(Data excerpts)
================================

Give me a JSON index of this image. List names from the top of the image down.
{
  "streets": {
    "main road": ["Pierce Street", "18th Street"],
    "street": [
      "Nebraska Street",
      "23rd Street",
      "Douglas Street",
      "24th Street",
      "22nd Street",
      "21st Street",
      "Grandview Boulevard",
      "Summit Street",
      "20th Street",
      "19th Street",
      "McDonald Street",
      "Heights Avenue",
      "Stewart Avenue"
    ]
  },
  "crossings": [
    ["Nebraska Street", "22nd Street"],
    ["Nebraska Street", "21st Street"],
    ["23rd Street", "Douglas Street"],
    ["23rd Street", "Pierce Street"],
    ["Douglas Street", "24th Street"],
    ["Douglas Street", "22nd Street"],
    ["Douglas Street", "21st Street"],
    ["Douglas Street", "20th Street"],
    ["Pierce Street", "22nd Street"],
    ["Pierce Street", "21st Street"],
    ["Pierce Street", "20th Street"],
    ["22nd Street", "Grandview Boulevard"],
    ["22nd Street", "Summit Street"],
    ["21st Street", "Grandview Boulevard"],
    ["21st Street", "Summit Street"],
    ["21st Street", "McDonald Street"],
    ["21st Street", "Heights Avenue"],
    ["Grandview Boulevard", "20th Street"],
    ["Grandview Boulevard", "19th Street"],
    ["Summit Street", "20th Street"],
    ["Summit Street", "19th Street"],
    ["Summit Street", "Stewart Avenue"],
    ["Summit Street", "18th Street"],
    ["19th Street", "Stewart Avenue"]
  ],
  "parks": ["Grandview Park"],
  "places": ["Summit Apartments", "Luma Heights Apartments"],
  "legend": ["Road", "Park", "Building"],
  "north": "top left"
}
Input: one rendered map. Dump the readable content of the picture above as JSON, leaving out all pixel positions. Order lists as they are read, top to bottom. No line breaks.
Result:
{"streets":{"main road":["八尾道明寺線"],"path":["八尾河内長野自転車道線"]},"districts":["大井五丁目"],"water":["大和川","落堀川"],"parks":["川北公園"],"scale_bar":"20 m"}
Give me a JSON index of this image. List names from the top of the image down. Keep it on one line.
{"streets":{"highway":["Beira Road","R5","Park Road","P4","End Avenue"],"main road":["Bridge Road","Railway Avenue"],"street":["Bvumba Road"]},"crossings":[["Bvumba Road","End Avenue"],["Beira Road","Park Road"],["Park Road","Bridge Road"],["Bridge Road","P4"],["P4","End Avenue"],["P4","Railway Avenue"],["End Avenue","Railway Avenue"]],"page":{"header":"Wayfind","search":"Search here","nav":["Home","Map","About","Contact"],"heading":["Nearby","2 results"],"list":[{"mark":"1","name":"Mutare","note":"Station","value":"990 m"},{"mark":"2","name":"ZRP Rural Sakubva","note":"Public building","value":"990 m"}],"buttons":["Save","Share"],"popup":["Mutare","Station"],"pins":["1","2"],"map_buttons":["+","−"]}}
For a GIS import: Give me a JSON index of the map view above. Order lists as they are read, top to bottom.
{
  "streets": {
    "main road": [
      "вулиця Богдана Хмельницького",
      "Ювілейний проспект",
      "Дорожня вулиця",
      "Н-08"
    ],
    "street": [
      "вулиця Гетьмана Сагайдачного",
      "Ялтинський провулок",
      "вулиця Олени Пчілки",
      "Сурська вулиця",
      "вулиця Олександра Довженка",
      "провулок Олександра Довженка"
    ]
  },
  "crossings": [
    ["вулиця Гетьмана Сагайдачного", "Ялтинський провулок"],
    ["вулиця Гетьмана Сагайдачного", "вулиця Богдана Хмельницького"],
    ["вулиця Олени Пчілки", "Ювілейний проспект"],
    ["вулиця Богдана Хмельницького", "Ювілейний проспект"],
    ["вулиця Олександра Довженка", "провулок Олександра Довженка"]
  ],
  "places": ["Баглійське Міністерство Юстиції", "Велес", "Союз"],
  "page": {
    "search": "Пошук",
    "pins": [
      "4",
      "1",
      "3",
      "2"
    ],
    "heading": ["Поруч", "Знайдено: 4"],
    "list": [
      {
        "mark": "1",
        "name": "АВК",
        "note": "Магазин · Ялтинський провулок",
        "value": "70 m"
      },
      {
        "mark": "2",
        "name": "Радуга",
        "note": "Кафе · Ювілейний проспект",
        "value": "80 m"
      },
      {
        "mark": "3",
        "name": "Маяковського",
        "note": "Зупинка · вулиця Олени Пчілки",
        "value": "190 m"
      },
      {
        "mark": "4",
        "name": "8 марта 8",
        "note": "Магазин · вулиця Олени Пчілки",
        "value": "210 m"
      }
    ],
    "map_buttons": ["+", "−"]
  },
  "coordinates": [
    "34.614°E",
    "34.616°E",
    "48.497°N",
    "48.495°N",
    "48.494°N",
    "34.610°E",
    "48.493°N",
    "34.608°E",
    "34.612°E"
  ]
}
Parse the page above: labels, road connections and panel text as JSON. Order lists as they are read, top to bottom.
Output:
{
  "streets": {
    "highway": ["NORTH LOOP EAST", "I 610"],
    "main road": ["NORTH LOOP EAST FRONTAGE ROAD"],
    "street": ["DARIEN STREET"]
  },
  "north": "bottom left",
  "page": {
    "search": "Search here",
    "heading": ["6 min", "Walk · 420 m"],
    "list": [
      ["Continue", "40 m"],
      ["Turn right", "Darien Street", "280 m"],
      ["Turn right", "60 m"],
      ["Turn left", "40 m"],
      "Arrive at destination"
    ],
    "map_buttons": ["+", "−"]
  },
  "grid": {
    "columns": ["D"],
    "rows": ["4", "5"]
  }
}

================================

EXERCISE DESCRIPTION
Each record must be transcribed exactly, with nothing left out.

RESPONSE TO THIS EXERCISE
Give me a JSON index of this image. List names from the top of the image down.
{
  "streets": {
    "main road": ["Pierce Street", "18th Street"],
    "street": [
      "Nebraska Street",
      "23rd Street",
      "Douglas Street",
      "24th Street",
      "22nd Street",
      "21st Street",
      "Grandview Boulevard",
      "Summit Street",
      "20th Street",
      "19th Street",
      "McDonald Street",
      "Heights Avenue",
      "Stewart Avenue"
    ]
  },
  "crossings": [
    ["Nebraska Street", "22nd Street"],
    ["Nebraska Street", "21st Street"],
    ["23rd Street", "Douglas Street"],
    ["23rd Street", "Pierce Street"],
    ["Douglas Street", "24th Street"],
    ["Douglas Street", "22nd Street"],
    ["Douglas Street", "21st Street"],
    ["Douglas Street", "20th Street"],
    ["Pierce Street", "22nd Street"],
    ["Pierce Street", "21st Street"],
    ["Pierce Street", "20th Street"],
    ["22nd Street", "Grandview Boulevard"],
    ["22nd Street", "Summit Street"],
    ["21st Street", "Grandview Boulevard"],
    ["21st Street", "Summit Street"],
    ["21st Street", "McDonald Street"],
    ["21st Street", "Heights Avenue"],
    ["Grandview Boulevard", "20th Street"],
    ["Grandview Boulevard", "19th Street"],
    ["Summit Street", "20th Street"],
    ["Summit Street", "19th Street"],
    ["Summit Street", "Stewart Avenue"],
    ["Summit Street", "18th Street"],
    ["19th Street", "Stewart Avenue"]
  ],
  "parks": ["Grandview Park"],
  "places": ["Summit Apartments", "Luma Heights Apartments"],
  "legend": ["Road", "Park", "Building"],
  "north": "top left"
}
Input: one rendered map. Dump the readable content of the picture above as JSON, leaving out all pixel positions. Order lists as they are read, top to bottom. No line breaks.
Result:
{"streets":{"main road":["八尾道明寺線"],"path":["八尾河内長野自転車道線"]},"districts":["大井五丁目"],"water":["大和川","落堀川"],"parks":["川北公園"],"scale_bar":"20 m"}
Give me a JSON index of this image. List names from the top of the image down. Keep it on one line.
{"streets":{"highway":["Beira Road","R5","Park Road","P4","End Avenue"],"main road":["Bridge Road","Railway Avenue"],"street":["Bvumba Road"]},"crossings":[["Bvumba Road","End Avenue"],["Beira Road","Park Road"],["Park Road","Bridge Road"],["Bridge Road","P4"],["P4","End Avenue"],["P4","Railway Avenue"],["End Avenue","Railway Avenue"]],"page":{"header":"Wayfind","search":"Search here","nav":["Home","Map","About","Contact"],"heading":["Nearby","2 results"],"list":[{"mark":"1","name":"Mutare","note":"Station","value":"990 m"},{"mark":"2","name":"ZRP Rural Sakubva","note":"Public building","value":"990 m"}],"buttons":["Save","Share"],"popup":["Mutare","Station"],"pins":["1","2"],"map_buttons":["+","−"]}}
For a GIS import: Give me a JSON index of the map view above. Order lists as they are read, top to bottom.
{
  "streets": {
    "main road": [
      "вулиця Богдана Хмельницького",
      "Ювілейний проспект",
      "Дорожня вулиця",
      "Н-08"
    ],
    "street": [
      "вулиця Гетьмана Сагайдачного",
      "Ялтинський провулок",
      "вулиця Олени Пчілки",
      "Сурська вулиця",
      "вулиця Олександра Довженка",
      "провулок Олександра Довженка"
    ]
  },
  "crossings": [
    ["вулиця Гетьмана Сагайдачного", "Ялтинський провулок"],
    ["вулиця Гетьмана Сагайдачного", "вулиця Богдана Хмельницького"],
    ["вулиця Олени Пчілки", "Ювілейний проспект"],
    ["вулиця Богдана Хмельницького", "Ювілейний проспект"],
    ["вулиця Олександра Довженка", "провулок Олександра Довженка"]
  ],
  "places": ["Баглійське Міністерство Юстиції", "Велес", "Союз"],
  "page": {
    "search": "Пошук",
    "pins": [
      "4",
      "1",
      "3",
      "2"
    ],
    "heading": ["Поруч", "Знайдено: 4"],
    "list": [
      {
        "mark": "1",
        "name": "АВК",
        "note": "Магазин · Ялтинський провулок",
        "value": "70 m"
      },
      {
        "mark": "2",
        "name": "Радуга",
        "note": "Кафе · Ювілейний проспект",
        "value": "80 m"
      },
      {
        "mark": "3",
        "name": "Маяковського",
        "note": "Зупинка · вулиця Олени Пчілки",
        "value": "190 m"
      },
      {
        "mark": "4",
        "name": "8 марта 8",
        "note": "Магазин · вулиця Олени Пчілки",
        "value": "210 m"
      }
    ],
    "map_buttons": ["+", "−"]
  },
  "coordinates": [
    "34.614°E",
    "34.616°E",
    "48.497°N",
    "48.495°N",
    "48.494°N",
    "34.610°E",
    "48.493°N",
    "34.608°E",
    "34.612°E"
  ]
}
Parse the page above: labels, road connections and panel text as JSON. Order lists as they are read, top to bottom.
Output:
{
  "streets": {
    "highway": ["NORTH LOOP EAST", "I 610"],
    "main road": ["NORTH LOOP EAST FRONTAGE ROAD"],
    "street": ["DARIEN STREET"]
  },
  "north": "bottom left",
  "page": {
    "search": "Search here",
    "heading": ["6 min", "Walk · 420 m"],
    "list": [
      ["Continue", "40 m"],
      ["Turn right", "Darien Street", "280 m"],
      ["Turn right", "60 m"],
      ["Turn left", "40 m"],
      "Arrive at destination"
    ],
    "map_buttons": ["+", "−"]
  },
  "grid": {
    "columns": ["D"],
    "rows": ["4", "5"]
  }
}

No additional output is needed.